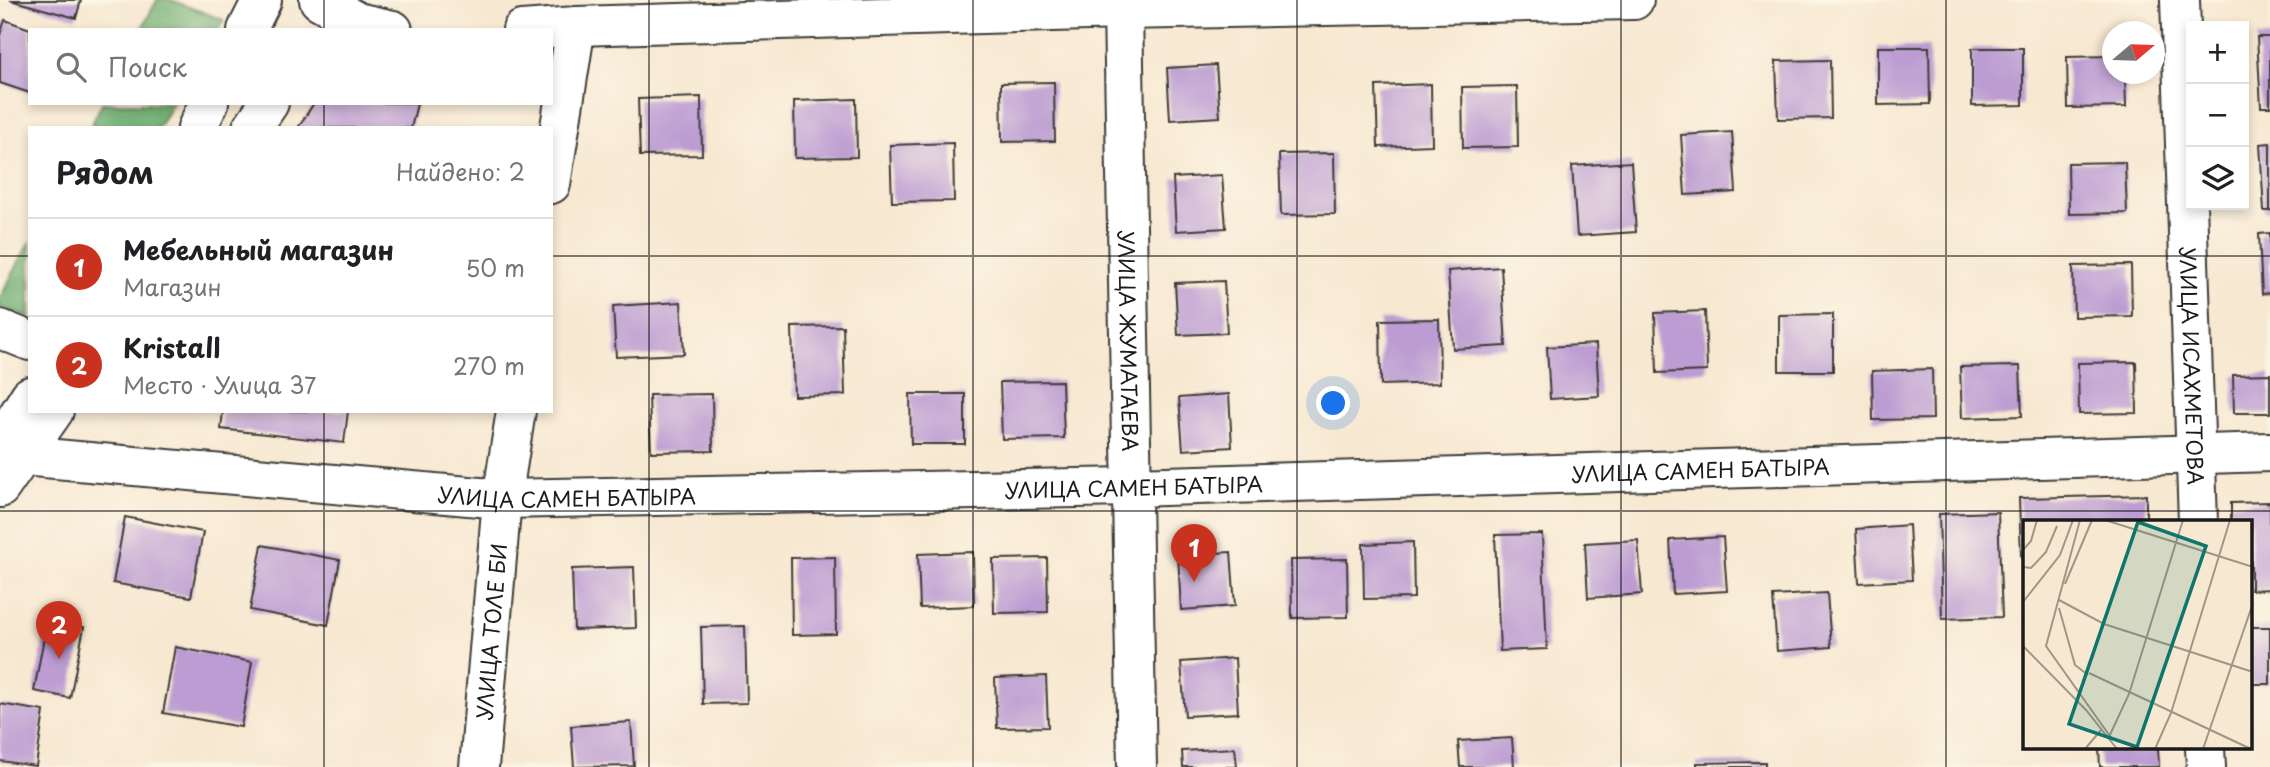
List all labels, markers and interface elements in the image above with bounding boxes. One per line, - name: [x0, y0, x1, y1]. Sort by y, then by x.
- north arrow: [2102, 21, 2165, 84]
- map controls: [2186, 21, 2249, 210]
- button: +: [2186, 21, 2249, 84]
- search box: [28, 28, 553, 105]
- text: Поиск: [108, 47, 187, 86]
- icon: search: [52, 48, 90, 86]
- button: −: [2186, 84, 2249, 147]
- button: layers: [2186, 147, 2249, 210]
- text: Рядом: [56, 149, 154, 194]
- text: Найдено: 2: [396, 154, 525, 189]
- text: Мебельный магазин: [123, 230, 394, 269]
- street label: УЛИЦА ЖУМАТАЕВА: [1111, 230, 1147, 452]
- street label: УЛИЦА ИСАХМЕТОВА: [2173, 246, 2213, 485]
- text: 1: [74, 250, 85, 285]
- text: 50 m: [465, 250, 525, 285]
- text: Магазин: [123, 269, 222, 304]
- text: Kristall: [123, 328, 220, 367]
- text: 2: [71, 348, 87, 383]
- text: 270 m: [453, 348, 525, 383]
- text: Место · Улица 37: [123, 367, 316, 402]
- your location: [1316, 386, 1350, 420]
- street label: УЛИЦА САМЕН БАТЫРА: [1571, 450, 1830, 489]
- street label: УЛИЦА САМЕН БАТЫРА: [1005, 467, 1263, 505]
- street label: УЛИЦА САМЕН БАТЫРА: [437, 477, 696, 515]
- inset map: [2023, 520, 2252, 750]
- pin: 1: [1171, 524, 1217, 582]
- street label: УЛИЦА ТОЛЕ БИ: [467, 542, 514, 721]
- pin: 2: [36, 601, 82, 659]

☆ ☆ ☆ ☆

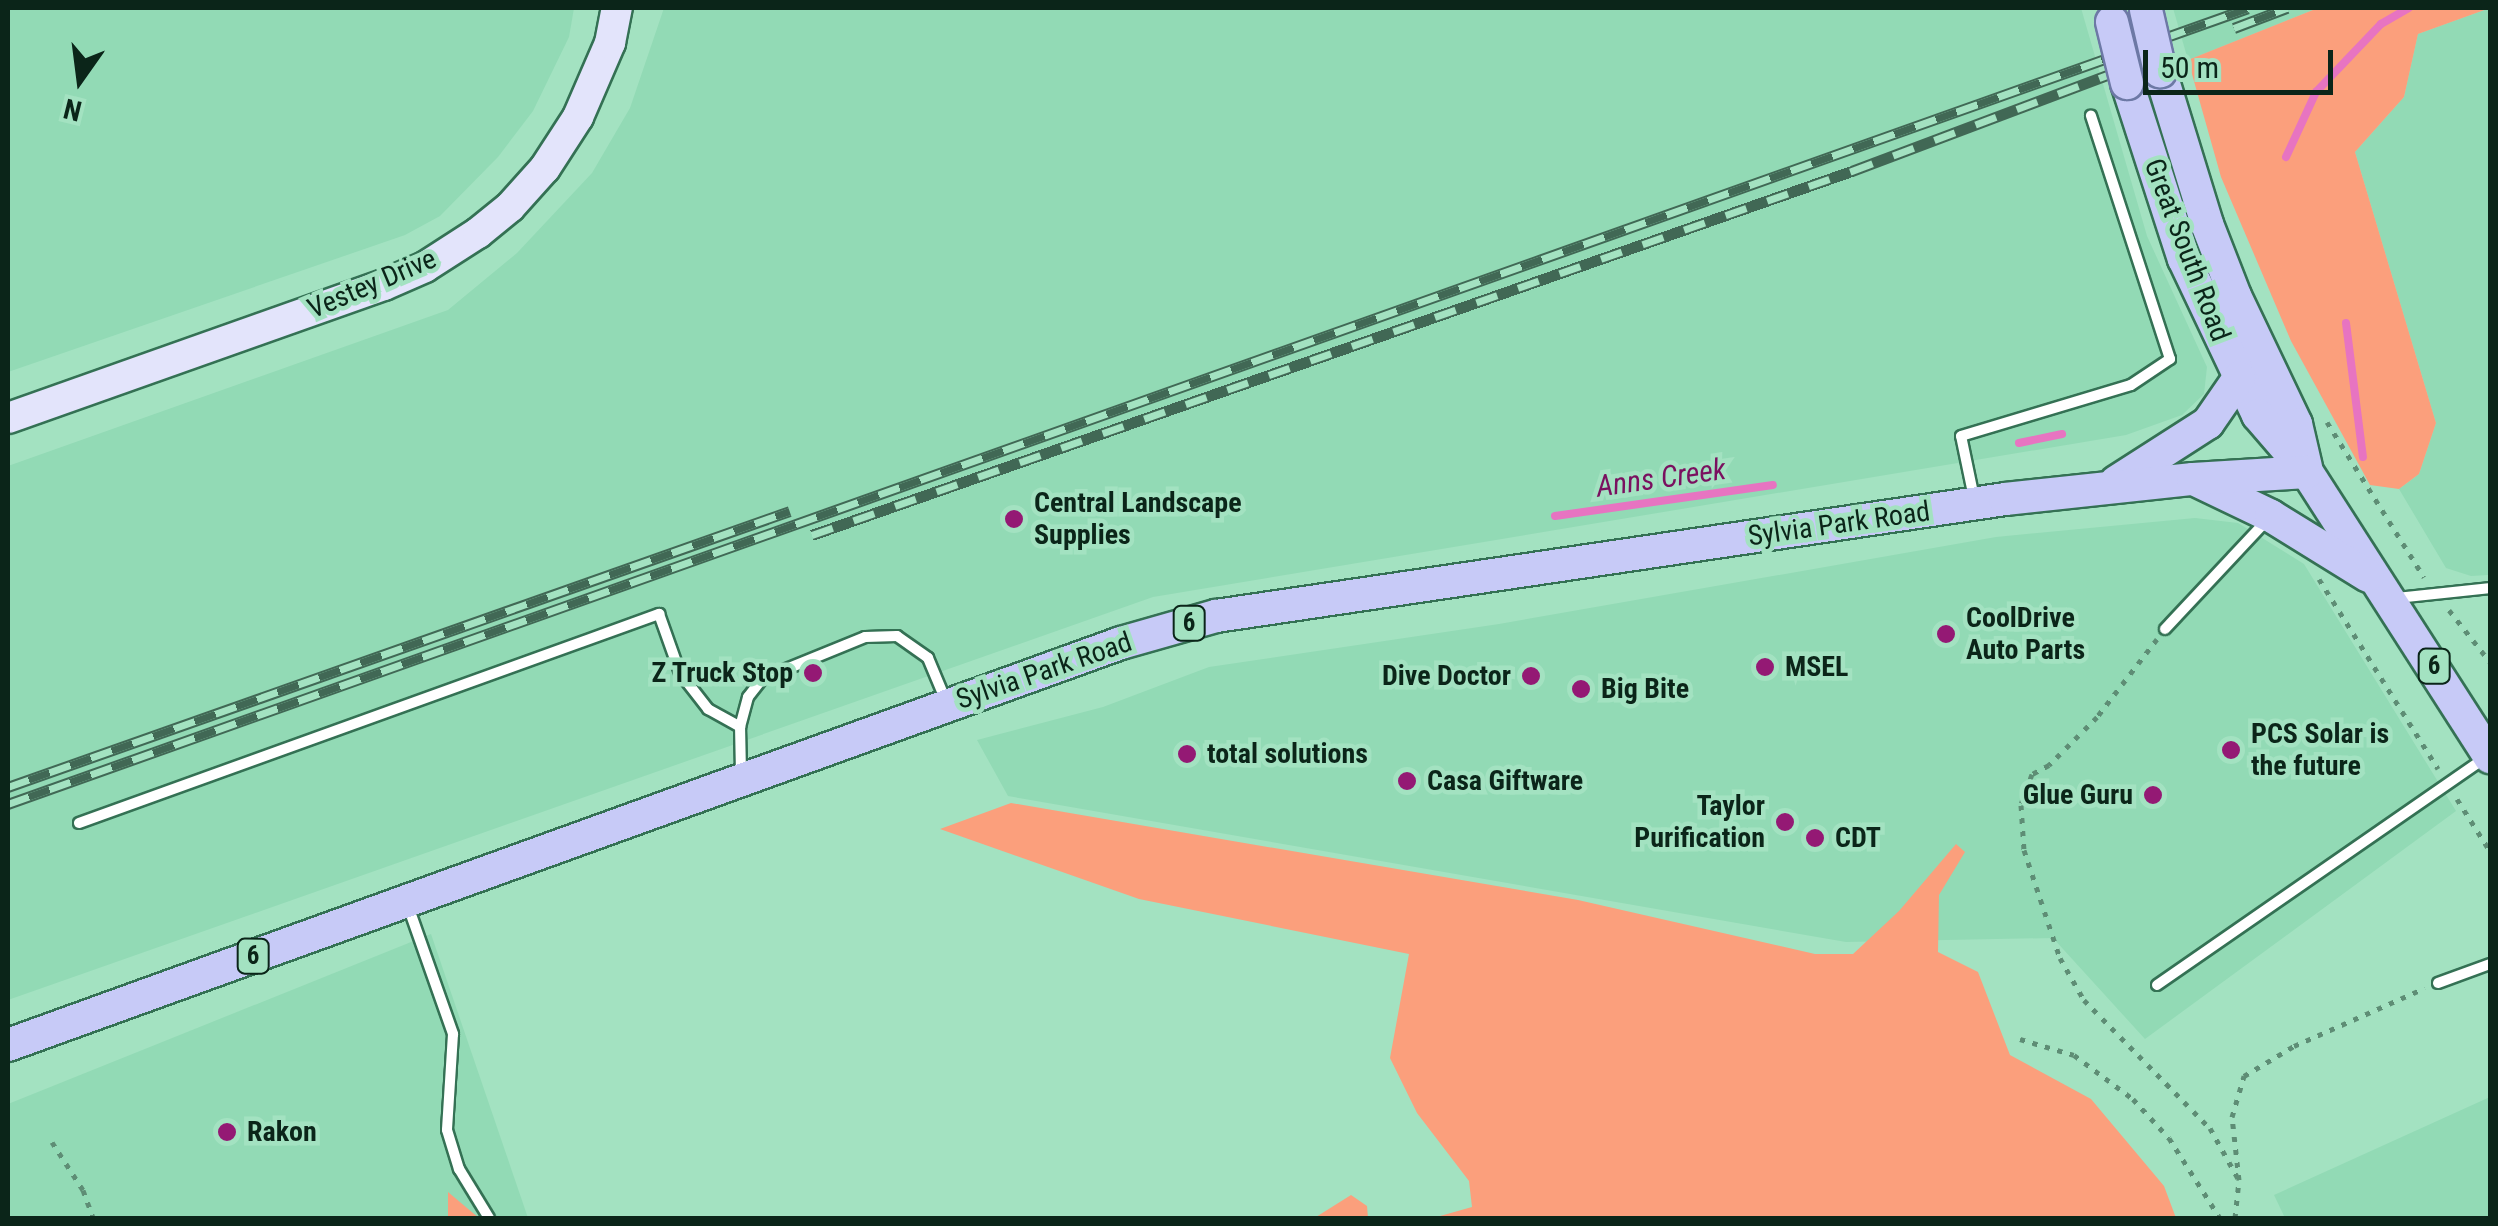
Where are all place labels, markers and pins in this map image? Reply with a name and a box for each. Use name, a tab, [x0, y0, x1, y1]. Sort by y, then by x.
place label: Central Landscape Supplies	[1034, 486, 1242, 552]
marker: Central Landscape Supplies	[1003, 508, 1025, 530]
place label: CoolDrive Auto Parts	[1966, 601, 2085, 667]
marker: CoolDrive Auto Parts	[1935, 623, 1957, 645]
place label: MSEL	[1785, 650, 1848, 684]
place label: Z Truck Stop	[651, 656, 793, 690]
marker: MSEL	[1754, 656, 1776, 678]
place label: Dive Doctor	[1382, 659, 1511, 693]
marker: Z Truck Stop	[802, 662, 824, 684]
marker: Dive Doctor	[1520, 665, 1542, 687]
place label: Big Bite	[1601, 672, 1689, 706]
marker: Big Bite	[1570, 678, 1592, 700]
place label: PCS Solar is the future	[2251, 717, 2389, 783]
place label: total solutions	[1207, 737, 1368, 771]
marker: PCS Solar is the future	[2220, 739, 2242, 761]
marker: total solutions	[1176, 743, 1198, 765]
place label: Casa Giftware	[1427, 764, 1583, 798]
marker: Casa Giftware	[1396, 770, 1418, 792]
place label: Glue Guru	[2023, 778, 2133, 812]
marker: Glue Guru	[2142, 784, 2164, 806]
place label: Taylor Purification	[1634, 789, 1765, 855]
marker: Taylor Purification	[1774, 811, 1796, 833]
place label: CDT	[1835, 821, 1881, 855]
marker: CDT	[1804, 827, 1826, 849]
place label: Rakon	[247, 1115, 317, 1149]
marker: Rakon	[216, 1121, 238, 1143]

☆ ☆ ☆ ☆

• [Directions for this task]:
From the listing above, pick out each line where the word "Guru" appears.

• [Result of the task]:
place label: Glue Guru	[2023, 778, 2133, 812]
marker: Glue Guru	[2142, 784, 2164, 806]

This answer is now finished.